# REQUIRED ACTION
Send back the records exactly as written, with no images.

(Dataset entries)
>>>
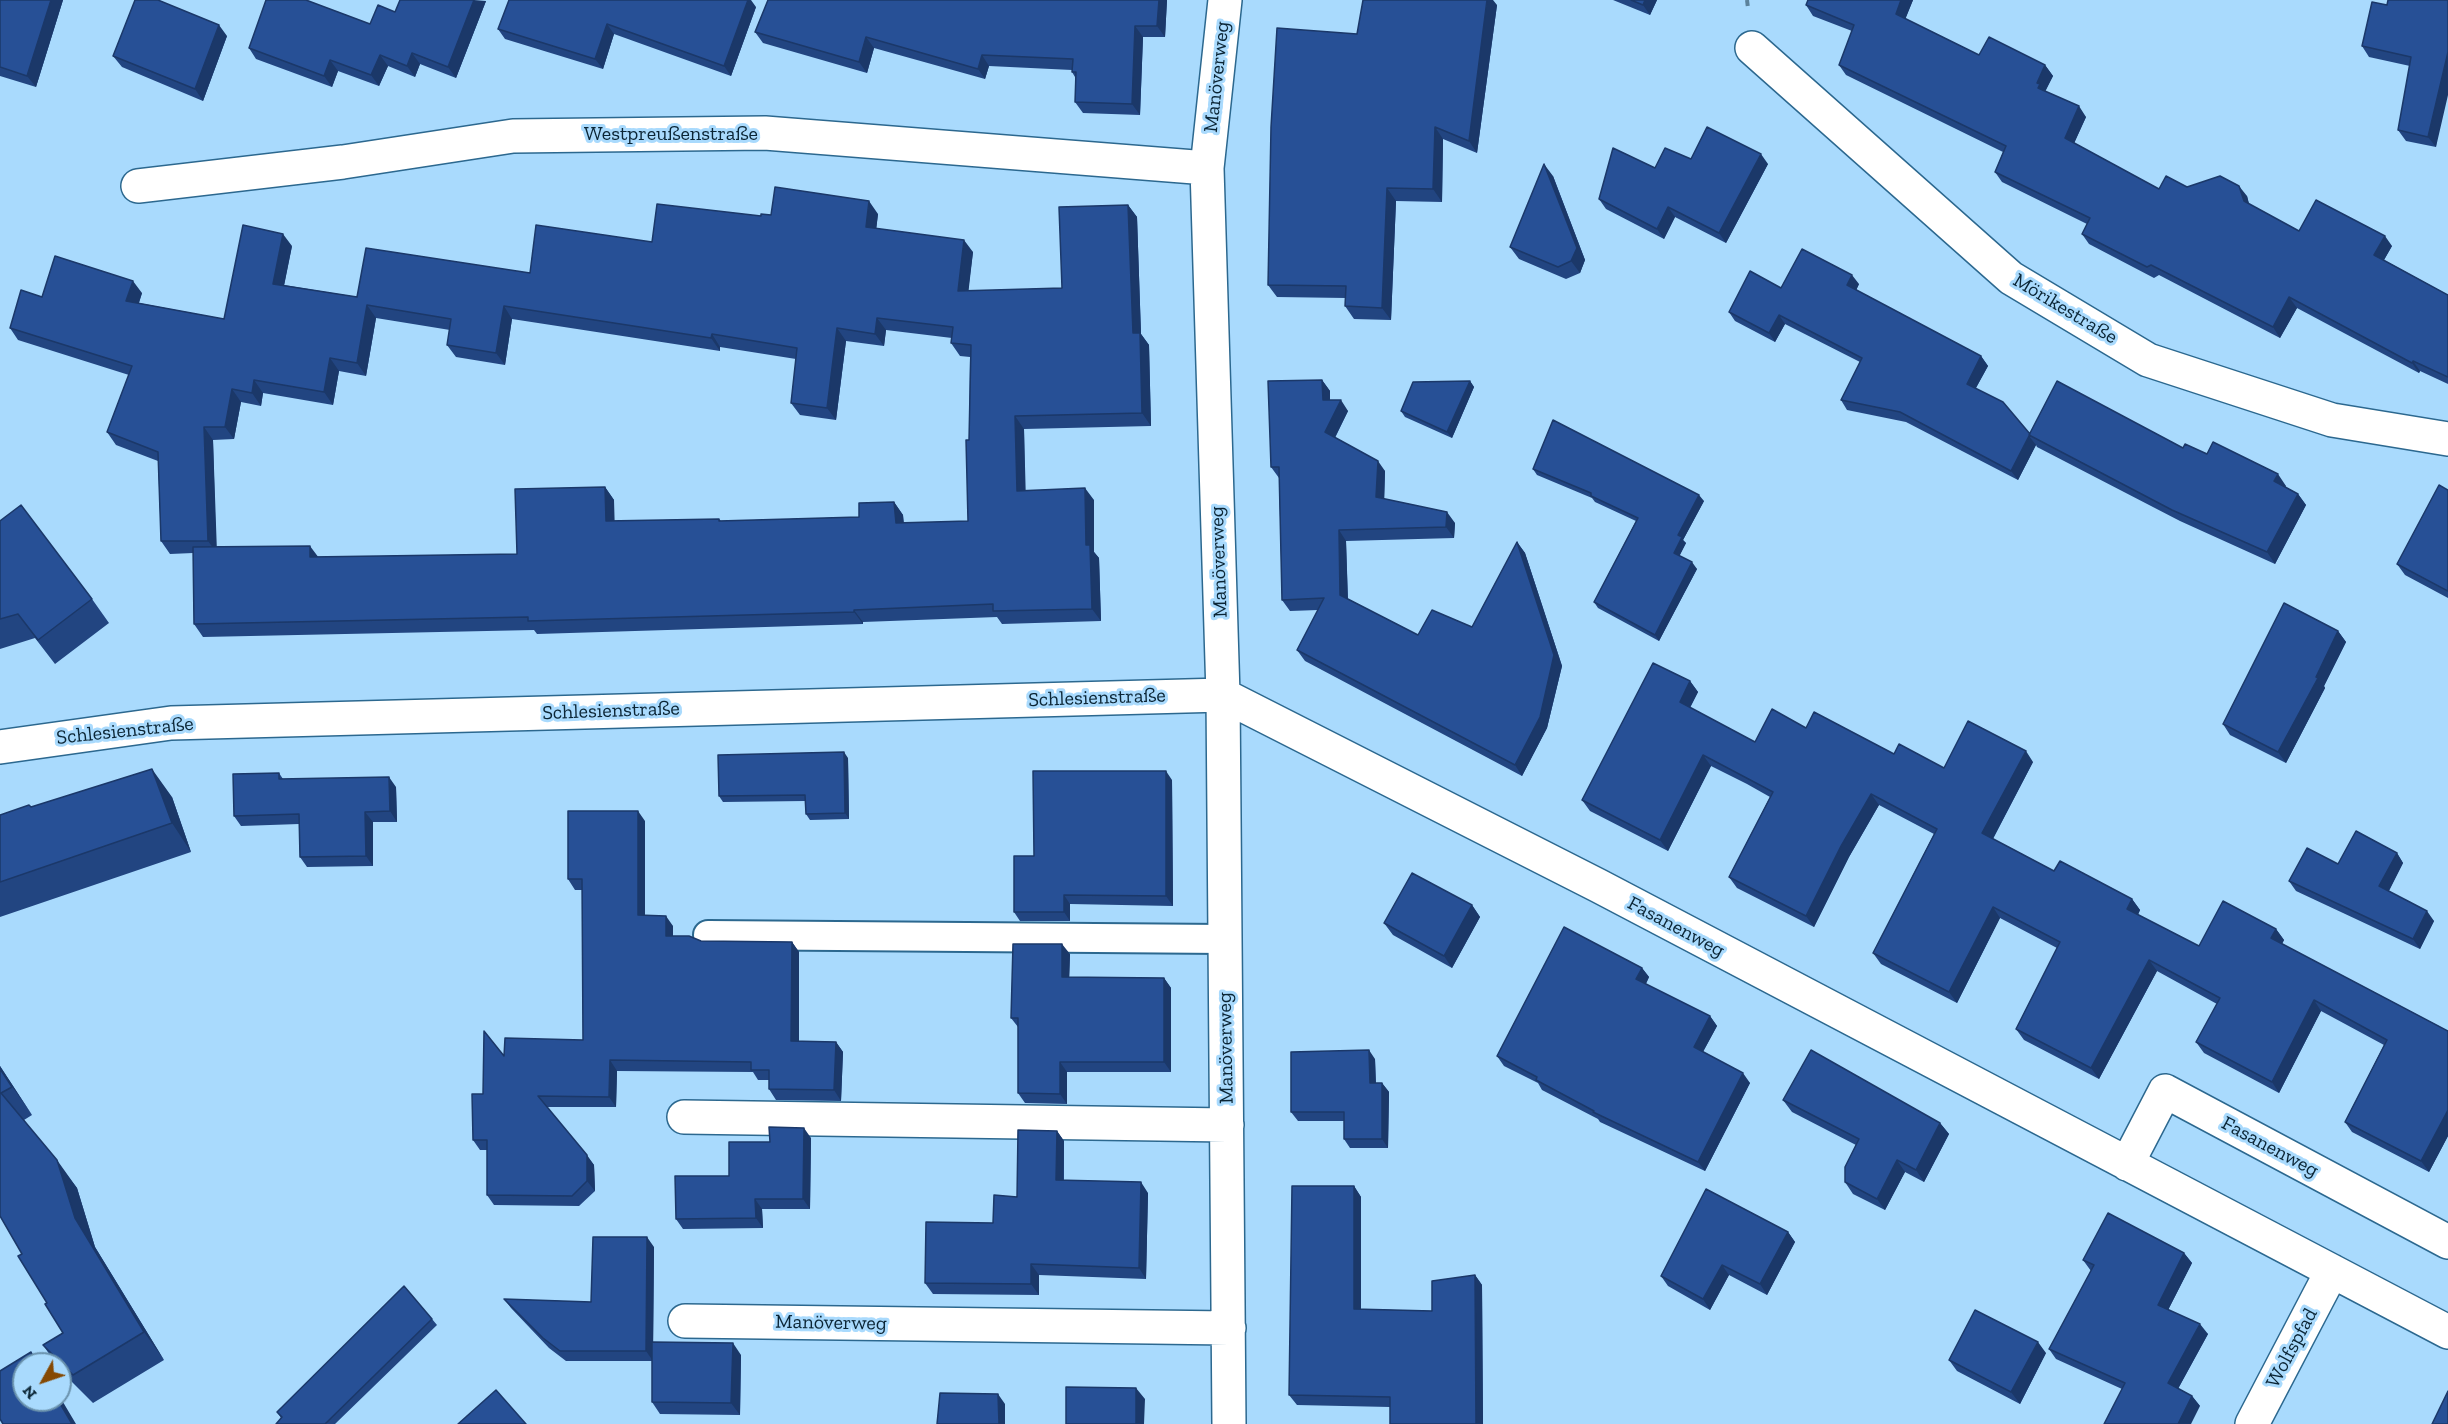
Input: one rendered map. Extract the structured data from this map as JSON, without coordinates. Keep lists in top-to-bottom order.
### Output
{
  "streets": {
    "street": [
      "Manöverweg",
      "Westpreußenstraße",
      "Mörikestraße",
      "Schlesienstraße",
      "Fasanenweg",
      "Wolfspfad"
    ]
  },
  "crossings": [
    ["Manöverweg", "Westpreußenstraße"],
    ["Manöverweg", "Schlesienstraße"],
    ["Manöverweg", "Fasanenweg"],
    ["Schlesienstraße", "Fasanenweg"],
    ["Fasanenweg", "Wolfspfad"]
  ],
  "north": "bottom left"
}
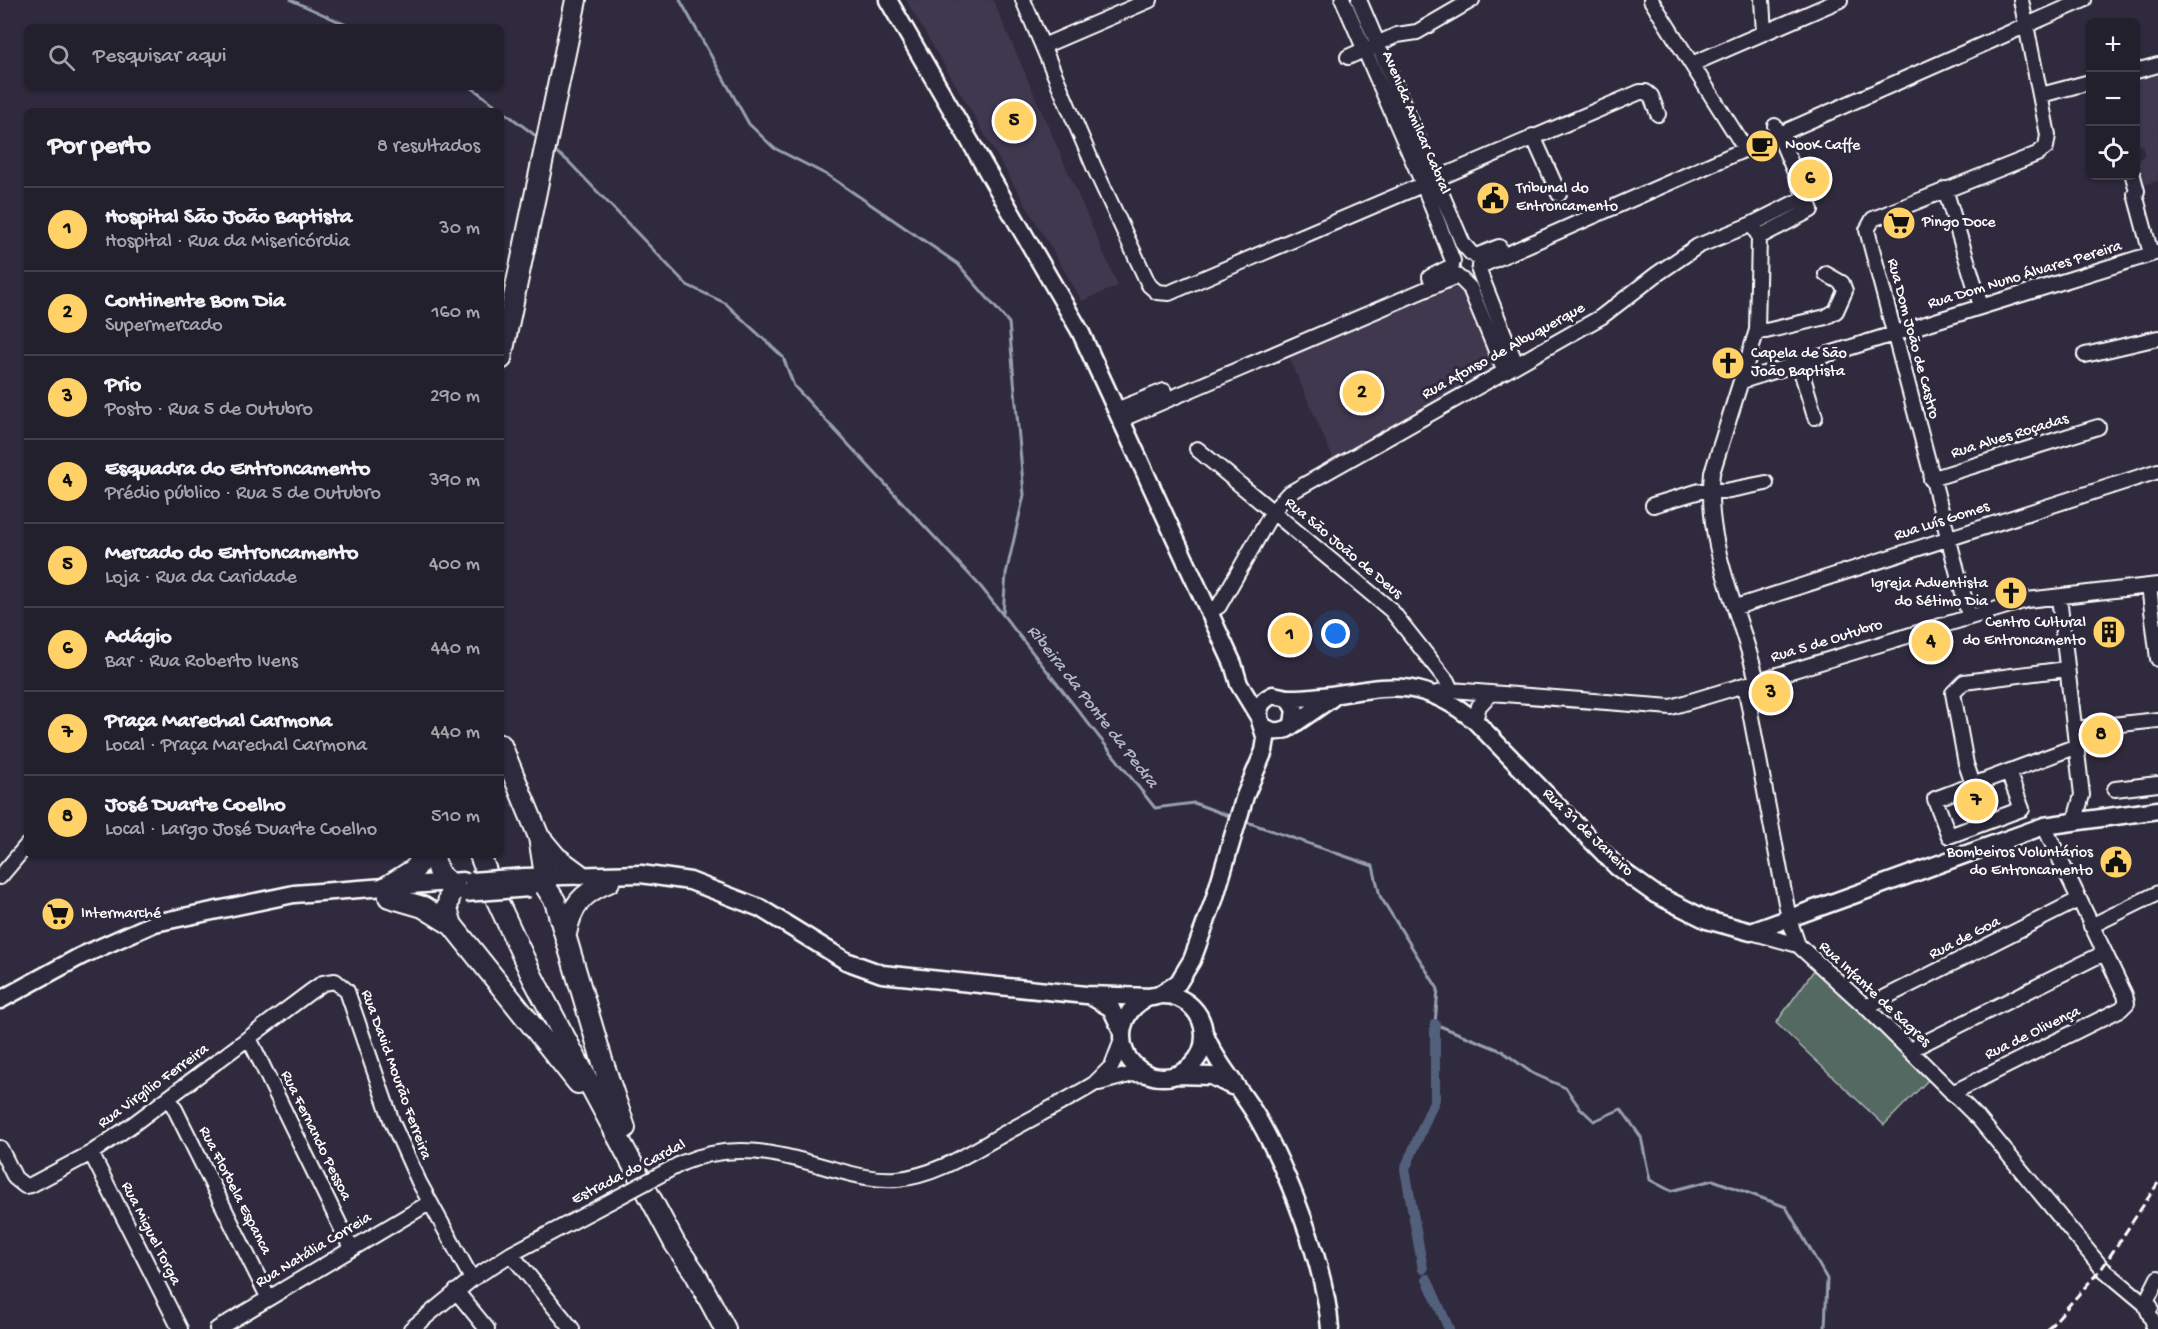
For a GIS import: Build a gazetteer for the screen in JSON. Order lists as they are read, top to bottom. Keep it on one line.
{"streets":{"main road":["Rua 31 de Janeiro"],"street":["Avenida Amilcar Cabral","Rua Dom Nuno Álvares Pereira","Rua Dom João de Castro","Rua Afonso de Albuquerque","Rua Alves Roçadas","Rua Luís Gomes","Rua São João de Deus","Rua 5 de Outubro","Rua de Goa","Rua Infante de Sagres","Rua de Olivença","Rua David Mourão Ferreira","Rua Virgílio Ferreira","Rua Fernando Pessoa","Estrada do Cardal","Rua Florbela Espanca","Rua Miguel Torga","Rua Natália Correia"]},"crossings":[["Avenida Amilcar Cabral","Rua Afonso de Albuquerque"],["Rua Dom Nuno Álvares Pereira","Rua Dom João de Castro"],["Rua Dom Nuno Álvares Pereira","Rua Infante de Sagres"],["Rua Dom João de Castro","Rua Alves Roçadas"],["Rua Dom João de Castro","Rua Luís Gomes"],["Rua Dom João de Castro","Rua 5 de Outubro"],["Rua Afonso de Albuquerque","Rua São João de Deus"],["Rua Luís Gomes","Rua Infante de Sagres"],["Rua São João de Deus","Rua 5 de Outubro"],["Rua 5 de Outubro","Rua 31 de Janeiro"],["Rua 5 de Outubro","Rua Infante de Sagres"],["Rua 31 de Janeiro","Rua Infante de Sagres"],["Rua de Goa","Rua Infante de Sagres"],["Rua Infante de Sagres","Rua de Olivença"],["Rua David Mourão Ferreira","Rua Virgílio Ferreira"],["Rua David Mourão Ferreira","Estrada do Cardal"],["Rua David Mourão Ferreira","Rua Natália Correia"],["Rua Virgílio Ferreira","Rua Fernando Pessoa"],["Rua Virgílio Ferreira","Rua Florbela Espanca"],["Rua Virgílio Ferreira","Rua Miguel Torga"],["Rua Fernando Pessoa","Rua Natália Correia"],["Rua Florbela Espanca","Rua Natália Correia"]],"water":["Ribeira da Ponte da Pedra"],"places":{"cafe":["NooK Caffe"],"public building":["Tribunal do Entroncamento","Bombeiros Voluntários do Entroncamento"],"supermarket":["Pingo Doce","Intermarché"],"church":["Capela de São João Baptista","Igreja Adventista do Sétimo Dia"],"building":["Centro Cultural do Entroncamento"]},"page":{"map_buttons":["+","−"],"search":"Pesquisar aqui","pins":["5","6","2","1","4","3","8","7"],"heading":["Por perto","8 resultados"],"list":[{"mark":"1","name":"Hospital São João Baptista","note":"Hospital · Rua da Misericórdia","value":"30 m"},{"mark":"2","name":"Continente Bom Dia","note":"Supermercado","value":"160 m"},{"mark":"3","name":"Prio","note":"Posto · Rua 5 de Outubro","value":"290 m"},{"mark":"4","name":"Esquadra do Entroncamento","note":"Prédio público · Rua 5 de Outubro","value":"390 m"},{"mark":"5","name":"Mercado do Entroncamento","note":"Loja · Rua da Caridade","value":"400 m"},{"mark":"6","name":"Adágio","note":"Bar · Rua Roberto Ivens","value":"440 m"},{"mark":"7","name":"Praça Marechal Carmona","note":"Local · Praça Marechal Carmona","value":"440 m"},{"mark":"8","name":"José Duarte Coelho","note":"Local · Largo José Duarte Coelho","value":"510 m"}]}}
<<<
# ANSWER TO THE PROBLEM
Input: one rendered map. Extract the structured data from this map as JSON, without coordinates. Keep lists in top-to-bottom order.
### Output
{
  "streets": {
    "street": [
      "Manöverweg",
      "Westpreußenstraße",
      "Mörikestraße",
      "Schlesienstraße",
      "Fasanenweg",
      "Wolfspfad"
    ]
  },
  "crossings": [
    ["Manöverweg", "Westpreußenstraße"],
    ["Manöverweg", "Schlesienstraße"],
    ["Manöverweg", "Fasanenweg"],
    ["Schlesienstraße", "Fasanenweg"],
    ["Fasanenweg", "Wolfspfad"]
  ],
  "north": "bottom left"
}
For a GIS import: Build a gazetteer for the screen in JSON. Order lists as they are read, top to bottom. Keep it on one line.
{"streets":{"main road":["Rua 31 de Janeiro"],"street":["Avenida Amilcar Cabral","Rua Dom Nuno Álvares Pereira","Rua Dom João de Castro","Rua Afonso de Albuquerque","Rua Alves Roçadas","Rua Luís Gomes","Rua São João de Deus","Rua 5 de Outubro","Rua de Goa","Rua Infante de Sagres","Rua de Olivença","Rua David Mourão Ferreira","Rua Virgílio Ferreira","Rua Fernando Pessoa","Estrada do Cardal","Rua Florbela Espanca","Rua Miguel Torga","Rua Natália Correia"]},"crossings":[["Avenida Amilcar Cabral","Rua Afonso de Albuquerque"],["Rua Dom Nuno Álvares Pereira","Rua Dom João de Castro"],["Rua Dom Nuno Álvares Pereira","Rua Infante de Sagres"],["Rua Dom João de Castro","Rua Alves Roçadas"],["Rua Dom João de Castro","Rua Luís Gomes"],["Rua Dom João de Castro","Rua 5 de Outubro"],["Rua Afonso de Albuquerque","Rua São João de Deus"],["Rua Luís Gomes","Rua Infante de Sagres"],["Rua São João de Deus","Rua 5 de Outubro"],["Rua 5 de Outubro","Rua 31 de Janeiro"],["Rua 5 de Outubro","Rua Infante de Sagres"],["Rua 31 de Janeiro","Rua Infante de Sagres"],["Rua de Goa","Rua Infante de Sagres"],["Rua Infante de Sagres","Rua de Olivença"],["Rua David Mourão Ferreira","Rua Virgílio Ferreira"],["Rua David Mourão Ferreira","Estrada do Cardal"],["Rua David Mourão Ferreira","Rua Natália Correia"],["Rua Virgílio Ferreira","Rua Fernando Pessoa"],["Rua Virgílio Ferreira","Rua Florbela Espanca"],["Rua Virgílio Ferreira","Rua Miguel Torga"],["Rua Fernando Pessoa","Rua Natália Correia"],["Rua Florbela Espanca","Rua Natália Correia"]],"water":["Ribeira da Ponte da Pedra"],"places":{"cafe":["NooK Caffe"],"public building":["Tribunal do Entroncamento","Bombeiros Voluntários do Entroncamento"],"supermarket":["Pingo Doce","Intermarché"],"church":["Capela de São João Baptista","Igreja Adventista do Sétimo Dia"],"building":["Centro Cultural do Entroncamento"]},"page":{"map_buttons":["+","−"],"search":"Pesquisar aqui","pins":["5","6","2","1","4","3","8","7"],"heading":["Por perto","8 resultados"],"list":[{"mark":"1","name":"Hospital São João Baptista","note":"Hospital · Rua da Misericórdia","value":"30 m"},{"mark":"2","name":"Continente Bom Dia","note":"Supermercado","value":"160 m"},{"mark":"3","name":"Prio","note":"Posto · Rua 5 de Outubro","value":"290 m"},{"mark":"4","name":"Esquadra do Entroncamento","note":"Prédio público · Rua 5 de Outubro","value":"390 m"},{"mark":"5","name":"Mercado do Entroncamento","note":"Loja · Rua da Caridade","value":"400 m"},{"mark":"6","name":"Adágio","note":"Bar · Rua Roberto Ivens","value":"440 m"},{"mark":"7","name":"Praça Marechal Carmona","note":"Local · Praça Marechal Carmona","value":"440 m"},{"mark":"8","name":"José Duarte Coelho","note":"Local · Largo José Duarte Coelho","value":"510 m"}]}}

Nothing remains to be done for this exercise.